Seperti sesosok bogart dalam kisah Harry Potter, yang menjelma menjadi ketakutan terdalam setiap penyihir yang menghadapinya, trauma itu membekas begitu dalam.
Atau seperti sosok imoogi dalam kisah siluman rubah penjaga gunung, yang memanfaatkan kecemasan terbesar semua tokoh di dalamnya, kondisi itu berlangsung ratusan tahun.
Bisa saja kekhawatiran akan kejatuhan terlihat hanya sebagai bagian menakutkan dari cerita itu. Semua tokoh pernah jatuh, pernah mengalami masa sulit, bergumul untuk bisa mengatasi rasa sakit, seringkali rasa malu, bergulat sendiri dengan perasaan dan pemikirannya, mencari tenaga untuk pulih kembali, dan bernafas terus dengan segala trauma sesudahnya.

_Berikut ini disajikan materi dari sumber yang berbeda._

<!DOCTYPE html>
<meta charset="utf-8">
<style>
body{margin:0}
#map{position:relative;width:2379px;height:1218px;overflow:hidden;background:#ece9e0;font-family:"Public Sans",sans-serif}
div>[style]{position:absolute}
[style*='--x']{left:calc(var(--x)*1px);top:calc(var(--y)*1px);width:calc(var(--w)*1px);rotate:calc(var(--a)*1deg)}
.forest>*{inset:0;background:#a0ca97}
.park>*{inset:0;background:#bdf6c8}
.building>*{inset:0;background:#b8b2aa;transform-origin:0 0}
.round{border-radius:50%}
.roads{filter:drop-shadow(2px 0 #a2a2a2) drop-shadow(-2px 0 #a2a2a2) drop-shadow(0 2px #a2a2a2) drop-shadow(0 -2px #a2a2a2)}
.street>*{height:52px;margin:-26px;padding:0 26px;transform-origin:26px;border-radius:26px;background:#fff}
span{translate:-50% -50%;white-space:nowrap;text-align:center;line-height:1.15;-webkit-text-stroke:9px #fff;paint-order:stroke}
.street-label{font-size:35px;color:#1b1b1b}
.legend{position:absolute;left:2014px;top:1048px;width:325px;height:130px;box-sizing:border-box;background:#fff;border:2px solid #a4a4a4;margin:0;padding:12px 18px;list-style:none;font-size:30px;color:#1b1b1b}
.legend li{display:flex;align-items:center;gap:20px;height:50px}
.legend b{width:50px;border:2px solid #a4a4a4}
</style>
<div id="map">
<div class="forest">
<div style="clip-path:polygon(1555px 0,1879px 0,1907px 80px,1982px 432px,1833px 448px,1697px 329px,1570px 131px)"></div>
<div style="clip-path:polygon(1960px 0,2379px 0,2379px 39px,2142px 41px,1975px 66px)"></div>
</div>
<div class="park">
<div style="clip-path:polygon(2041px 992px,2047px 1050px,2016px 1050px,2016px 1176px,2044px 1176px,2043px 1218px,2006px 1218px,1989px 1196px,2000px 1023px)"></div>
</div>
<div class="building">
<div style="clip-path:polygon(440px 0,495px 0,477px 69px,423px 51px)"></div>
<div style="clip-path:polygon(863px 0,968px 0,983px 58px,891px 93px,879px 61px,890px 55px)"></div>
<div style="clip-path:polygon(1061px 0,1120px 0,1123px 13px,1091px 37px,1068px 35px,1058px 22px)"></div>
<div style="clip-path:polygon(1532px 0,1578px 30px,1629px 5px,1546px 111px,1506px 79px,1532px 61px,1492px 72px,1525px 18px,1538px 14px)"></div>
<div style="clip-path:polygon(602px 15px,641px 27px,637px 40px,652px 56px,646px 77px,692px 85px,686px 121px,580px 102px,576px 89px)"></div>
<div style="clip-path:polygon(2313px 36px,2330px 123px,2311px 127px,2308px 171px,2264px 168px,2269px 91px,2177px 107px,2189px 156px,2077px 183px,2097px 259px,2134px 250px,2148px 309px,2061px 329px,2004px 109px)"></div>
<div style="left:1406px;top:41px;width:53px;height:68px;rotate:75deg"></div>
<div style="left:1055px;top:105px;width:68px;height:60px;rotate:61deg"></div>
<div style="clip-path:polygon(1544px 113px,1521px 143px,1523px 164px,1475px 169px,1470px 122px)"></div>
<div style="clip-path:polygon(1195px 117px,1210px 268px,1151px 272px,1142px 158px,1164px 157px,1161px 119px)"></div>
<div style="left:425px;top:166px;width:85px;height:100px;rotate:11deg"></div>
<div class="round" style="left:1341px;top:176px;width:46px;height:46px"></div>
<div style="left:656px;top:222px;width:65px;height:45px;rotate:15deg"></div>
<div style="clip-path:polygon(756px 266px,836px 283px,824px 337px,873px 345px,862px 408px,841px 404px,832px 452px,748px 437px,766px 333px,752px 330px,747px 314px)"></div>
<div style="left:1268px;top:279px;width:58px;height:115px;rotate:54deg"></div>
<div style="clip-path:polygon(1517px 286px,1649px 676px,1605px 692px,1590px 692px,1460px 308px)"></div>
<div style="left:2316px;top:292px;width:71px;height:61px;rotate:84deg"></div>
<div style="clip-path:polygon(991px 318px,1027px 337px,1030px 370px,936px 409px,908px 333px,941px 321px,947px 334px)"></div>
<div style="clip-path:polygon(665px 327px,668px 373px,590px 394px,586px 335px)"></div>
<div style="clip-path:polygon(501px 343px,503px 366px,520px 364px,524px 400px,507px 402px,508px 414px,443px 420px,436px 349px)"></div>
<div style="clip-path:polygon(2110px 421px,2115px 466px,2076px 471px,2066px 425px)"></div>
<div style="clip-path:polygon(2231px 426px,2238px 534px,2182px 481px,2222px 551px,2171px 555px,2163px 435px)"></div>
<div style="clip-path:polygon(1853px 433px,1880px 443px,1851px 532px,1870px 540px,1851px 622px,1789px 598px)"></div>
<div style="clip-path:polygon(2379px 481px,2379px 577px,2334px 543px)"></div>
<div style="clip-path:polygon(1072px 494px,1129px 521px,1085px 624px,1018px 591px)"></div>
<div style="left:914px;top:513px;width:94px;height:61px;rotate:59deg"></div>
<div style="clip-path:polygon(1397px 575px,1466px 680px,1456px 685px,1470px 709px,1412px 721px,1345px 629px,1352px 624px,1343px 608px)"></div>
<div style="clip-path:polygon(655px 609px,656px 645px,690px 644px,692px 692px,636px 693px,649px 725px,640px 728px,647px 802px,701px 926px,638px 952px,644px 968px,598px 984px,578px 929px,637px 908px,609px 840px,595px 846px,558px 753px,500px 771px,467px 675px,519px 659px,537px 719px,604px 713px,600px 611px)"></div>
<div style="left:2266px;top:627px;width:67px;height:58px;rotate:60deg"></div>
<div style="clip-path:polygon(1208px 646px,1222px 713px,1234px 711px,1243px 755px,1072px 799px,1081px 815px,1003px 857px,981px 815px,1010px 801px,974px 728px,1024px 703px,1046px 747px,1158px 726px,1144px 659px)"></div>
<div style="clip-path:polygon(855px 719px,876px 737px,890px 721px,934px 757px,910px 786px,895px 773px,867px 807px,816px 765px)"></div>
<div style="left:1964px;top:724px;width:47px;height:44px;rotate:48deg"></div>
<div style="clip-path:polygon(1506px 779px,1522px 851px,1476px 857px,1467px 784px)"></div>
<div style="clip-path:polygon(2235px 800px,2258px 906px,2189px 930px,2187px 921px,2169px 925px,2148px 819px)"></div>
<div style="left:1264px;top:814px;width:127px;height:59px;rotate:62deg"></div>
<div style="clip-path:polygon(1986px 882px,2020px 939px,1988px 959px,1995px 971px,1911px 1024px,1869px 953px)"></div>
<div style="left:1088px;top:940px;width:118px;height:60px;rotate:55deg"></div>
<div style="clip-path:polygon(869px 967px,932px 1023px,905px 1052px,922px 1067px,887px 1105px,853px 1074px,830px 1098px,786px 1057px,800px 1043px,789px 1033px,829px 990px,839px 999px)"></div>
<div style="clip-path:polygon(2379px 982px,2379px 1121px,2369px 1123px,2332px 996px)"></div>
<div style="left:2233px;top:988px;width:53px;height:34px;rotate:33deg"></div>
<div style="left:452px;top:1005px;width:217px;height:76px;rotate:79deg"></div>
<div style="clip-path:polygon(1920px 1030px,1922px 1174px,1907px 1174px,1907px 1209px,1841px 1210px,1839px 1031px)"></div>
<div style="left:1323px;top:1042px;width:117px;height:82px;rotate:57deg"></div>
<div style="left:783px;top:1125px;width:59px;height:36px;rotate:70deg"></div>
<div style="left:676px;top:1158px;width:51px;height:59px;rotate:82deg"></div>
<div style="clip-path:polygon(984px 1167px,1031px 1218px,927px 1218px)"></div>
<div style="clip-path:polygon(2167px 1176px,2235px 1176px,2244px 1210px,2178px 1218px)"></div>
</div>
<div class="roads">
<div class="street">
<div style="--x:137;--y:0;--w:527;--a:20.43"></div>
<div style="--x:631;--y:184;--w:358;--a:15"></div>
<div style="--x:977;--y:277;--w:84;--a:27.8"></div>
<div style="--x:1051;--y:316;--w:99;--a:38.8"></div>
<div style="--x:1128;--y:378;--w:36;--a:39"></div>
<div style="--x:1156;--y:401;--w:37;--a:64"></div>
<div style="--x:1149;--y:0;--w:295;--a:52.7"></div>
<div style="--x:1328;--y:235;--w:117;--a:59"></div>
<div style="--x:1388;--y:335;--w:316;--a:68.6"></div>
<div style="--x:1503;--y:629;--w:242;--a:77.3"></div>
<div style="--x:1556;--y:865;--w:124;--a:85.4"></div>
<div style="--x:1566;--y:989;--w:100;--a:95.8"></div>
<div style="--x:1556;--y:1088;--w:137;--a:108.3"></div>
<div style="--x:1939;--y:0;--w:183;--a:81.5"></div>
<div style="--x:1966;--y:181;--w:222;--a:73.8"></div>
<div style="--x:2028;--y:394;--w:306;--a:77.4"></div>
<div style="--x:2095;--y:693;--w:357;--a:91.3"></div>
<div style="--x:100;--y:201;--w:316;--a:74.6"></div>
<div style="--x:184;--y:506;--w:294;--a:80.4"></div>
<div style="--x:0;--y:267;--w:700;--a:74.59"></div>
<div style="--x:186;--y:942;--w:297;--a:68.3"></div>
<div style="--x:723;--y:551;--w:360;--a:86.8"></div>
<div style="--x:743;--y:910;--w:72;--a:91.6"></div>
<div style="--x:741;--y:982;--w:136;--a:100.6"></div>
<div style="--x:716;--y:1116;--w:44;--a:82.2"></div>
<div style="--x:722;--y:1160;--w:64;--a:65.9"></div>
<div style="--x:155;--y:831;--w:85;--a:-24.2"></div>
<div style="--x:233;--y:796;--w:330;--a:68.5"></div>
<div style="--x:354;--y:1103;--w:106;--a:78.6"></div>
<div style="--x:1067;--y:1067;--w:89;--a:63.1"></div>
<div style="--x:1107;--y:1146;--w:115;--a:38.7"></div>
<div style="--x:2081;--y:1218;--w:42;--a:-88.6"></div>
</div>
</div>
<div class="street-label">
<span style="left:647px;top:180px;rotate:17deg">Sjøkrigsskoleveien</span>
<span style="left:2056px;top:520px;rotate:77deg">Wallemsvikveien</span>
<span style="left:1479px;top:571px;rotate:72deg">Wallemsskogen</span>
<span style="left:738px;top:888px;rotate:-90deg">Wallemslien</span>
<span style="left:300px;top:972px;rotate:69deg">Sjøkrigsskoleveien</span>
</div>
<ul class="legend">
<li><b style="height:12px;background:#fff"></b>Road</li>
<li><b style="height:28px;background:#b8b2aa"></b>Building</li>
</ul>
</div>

Jadi, karena siapapun punya peluang untuk jatuh, masih mau bangkit kembali kan?
Gambar diambil dari RS Provita, awal tahun lalu, penuh kenangan dari yang terkasih, Ibunda Maria G. Keiluhu-Here.

Kamis, 03 Desember 2020

Menghitung Berkat

Setiap orang mempunyai cara yang berbeda dalam menghitung berkat yang diterimanya setiap hari.
Itu juga kalau dia ingat untuk menghitungnya.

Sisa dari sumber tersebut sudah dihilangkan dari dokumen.